### TASK INSTRUCTIONS
If a line of the data below holds the word "Internacional", list it.
----- MATERIALS PROVIDED
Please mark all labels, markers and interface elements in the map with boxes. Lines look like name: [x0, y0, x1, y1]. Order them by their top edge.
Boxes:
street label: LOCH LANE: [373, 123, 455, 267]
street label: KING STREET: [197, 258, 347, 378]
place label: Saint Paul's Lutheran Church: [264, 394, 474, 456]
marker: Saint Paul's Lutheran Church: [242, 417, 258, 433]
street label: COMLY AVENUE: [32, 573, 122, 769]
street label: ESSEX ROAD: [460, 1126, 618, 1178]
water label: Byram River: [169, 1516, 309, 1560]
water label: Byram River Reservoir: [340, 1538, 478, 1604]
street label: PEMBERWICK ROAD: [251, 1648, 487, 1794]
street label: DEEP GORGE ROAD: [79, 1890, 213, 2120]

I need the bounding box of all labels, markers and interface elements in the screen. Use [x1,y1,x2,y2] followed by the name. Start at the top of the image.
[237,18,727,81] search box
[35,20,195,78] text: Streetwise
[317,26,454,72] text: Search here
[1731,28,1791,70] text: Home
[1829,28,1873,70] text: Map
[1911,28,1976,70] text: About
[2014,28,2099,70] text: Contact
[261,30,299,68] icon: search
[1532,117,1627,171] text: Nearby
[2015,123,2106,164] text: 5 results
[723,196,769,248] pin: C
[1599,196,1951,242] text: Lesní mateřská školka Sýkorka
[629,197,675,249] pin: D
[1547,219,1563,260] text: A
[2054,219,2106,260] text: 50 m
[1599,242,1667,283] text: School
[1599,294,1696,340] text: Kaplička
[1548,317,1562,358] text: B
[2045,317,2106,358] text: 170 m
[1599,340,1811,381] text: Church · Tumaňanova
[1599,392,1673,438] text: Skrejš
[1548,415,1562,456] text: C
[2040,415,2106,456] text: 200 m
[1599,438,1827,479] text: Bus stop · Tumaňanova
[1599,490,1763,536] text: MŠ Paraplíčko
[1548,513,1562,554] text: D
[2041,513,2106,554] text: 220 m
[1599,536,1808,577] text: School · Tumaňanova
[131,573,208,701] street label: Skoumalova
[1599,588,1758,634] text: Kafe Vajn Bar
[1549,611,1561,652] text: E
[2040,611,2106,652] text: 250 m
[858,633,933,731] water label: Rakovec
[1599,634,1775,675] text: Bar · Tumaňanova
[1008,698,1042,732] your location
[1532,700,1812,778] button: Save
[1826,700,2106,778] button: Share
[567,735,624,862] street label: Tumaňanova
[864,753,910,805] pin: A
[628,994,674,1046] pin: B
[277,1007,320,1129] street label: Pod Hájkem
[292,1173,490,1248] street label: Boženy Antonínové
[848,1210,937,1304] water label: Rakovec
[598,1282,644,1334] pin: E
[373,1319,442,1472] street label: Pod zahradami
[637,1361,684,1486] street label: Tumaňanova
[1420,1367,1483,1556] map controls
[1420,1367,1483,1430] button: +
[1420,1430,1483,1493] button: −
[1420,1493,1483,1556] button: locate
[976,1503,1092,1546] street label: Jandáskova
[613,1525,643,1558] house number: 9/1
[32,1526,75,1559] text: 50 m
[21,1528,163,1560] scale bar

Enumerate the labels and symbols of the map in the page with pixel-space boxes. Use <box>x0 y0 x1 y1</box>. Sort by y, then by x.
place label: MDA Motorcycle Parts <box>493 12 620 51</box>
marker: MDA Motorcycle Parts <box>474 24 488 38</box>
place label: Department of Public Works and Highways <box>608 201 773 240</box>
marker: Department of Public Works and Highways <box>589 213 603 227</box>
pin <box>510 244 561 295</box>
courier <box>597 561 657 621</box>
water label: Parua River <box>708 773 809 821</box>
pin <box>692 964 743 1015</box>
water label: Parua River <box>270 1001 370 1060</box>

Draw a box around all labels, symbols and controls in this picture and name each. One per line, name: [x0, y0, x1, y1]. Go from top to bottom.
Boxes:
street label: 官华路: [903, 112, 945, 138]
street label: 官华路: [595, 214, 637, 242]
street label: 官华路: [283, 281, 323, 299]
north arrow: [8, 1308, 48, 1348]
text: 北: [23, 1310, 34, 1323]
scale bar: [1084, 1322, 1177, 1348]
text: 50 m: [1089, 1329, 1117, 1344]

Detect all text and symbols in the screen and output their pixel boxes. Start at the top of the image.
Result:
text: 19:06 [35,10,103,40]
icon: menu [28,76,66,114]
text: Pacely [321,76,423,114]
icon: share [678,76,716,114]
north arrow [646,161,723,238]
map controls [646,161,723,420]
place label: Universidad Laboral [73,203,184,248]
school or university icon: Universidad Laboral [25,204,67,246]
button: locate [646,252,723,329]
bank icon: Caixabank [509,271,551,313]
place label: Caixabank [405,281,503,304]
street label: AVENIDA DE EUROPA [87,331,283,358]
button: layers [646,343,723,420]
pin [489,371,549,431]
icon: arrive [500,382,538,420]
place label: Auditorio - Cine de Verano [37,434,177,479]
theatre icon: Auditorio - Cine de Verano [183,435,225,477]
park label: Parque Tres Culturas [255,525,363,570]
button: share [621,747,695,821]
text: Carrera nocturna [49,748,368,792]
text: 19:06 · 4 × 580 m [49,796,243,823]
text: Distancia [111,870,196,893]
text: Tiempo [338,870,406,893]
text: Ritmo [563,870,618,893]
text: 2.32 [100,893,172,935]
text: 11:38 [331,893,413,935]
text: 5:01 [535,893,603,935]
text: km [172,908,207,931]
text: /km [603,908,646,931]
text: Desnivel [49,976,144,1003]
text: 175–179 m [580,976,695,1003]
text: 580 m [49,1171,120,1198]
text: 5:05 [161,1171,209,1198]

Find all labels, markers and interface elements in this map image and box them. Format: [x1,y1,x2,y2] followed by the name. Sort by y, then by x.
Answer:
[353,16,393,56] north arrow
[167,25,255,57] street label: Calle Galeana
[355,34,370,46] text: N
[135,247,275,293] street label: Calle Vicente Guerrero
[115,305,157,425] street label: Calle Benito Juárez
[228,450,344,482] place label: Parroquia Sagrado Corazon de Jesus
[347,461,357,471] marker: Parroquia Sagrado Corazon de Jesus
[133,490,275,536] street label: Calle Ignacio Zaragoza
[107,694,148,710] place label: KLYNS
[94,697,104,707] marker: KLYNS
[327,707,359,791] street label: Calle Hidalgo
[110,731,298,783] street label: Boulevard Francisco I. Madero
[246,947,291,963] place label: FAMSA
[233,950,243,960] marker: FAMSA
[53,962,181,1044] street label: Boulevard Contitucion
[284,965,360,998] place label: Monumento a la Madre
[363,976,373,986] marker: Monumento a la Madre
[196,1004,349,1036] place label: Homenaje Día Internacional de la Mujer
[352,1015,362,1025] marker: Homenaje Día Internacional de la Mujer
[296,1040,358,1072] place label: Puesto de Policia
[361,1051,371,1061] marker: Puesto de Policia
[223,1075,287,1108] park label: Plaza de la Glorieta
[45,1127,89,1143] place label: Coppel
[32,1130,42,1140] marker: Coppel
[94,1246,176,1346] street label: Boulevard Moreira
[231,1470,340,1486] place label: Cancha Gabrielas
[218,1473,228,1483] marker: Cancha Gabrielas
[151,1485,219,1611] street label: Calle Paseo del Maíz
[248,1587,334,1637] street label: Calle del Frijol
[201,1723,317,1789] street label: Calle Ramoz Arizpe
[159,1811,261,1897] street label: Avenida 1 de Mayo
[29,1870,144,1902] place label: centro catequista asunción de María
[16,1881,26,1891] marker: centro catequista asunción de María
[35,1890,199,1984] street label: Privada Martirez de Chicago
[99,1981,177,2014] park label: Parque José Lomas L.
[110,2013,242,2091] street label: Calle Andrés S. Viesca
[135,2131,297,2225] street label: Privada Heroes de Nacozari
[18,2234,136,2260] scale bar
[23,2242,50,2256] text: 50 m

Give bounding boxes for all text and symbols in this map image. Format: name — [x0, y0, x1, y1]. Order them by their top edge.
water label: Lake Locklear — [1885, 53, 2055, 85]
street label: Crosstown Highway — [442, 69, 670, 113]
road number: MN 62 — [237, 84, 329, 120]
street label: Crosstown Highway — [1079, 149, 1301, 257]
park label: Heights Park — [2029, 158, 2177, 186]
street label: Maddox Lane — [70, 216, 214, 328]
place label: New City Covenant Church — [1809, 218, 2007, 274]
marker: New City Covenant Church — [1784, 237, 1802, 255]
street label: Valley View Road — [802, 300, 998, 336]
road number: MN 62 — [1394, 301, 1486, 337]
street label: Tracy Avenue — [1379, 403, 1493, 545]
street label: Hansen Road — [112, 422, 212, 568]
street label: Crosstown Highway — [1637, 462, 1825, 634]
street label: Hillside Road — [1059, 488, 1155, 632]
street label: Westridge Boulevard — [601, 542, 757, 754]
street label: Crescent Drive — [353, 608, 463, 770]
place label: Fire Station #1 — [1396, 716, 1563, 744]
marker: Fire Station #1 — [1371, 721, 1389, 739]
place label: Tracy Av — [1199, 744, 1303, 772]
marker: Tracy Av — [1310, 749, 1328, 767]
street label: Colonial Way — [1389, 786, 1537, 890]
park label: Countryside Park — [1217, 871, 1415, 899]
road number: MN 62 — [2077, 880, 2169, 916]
----------
### PROBLEM SOLUTION
[196,1004,349,1036] place label: Homenaje Día Internacional de la Mujer
[352,1015,362,1025] marker: Homenaje Día Internacional de la Mujer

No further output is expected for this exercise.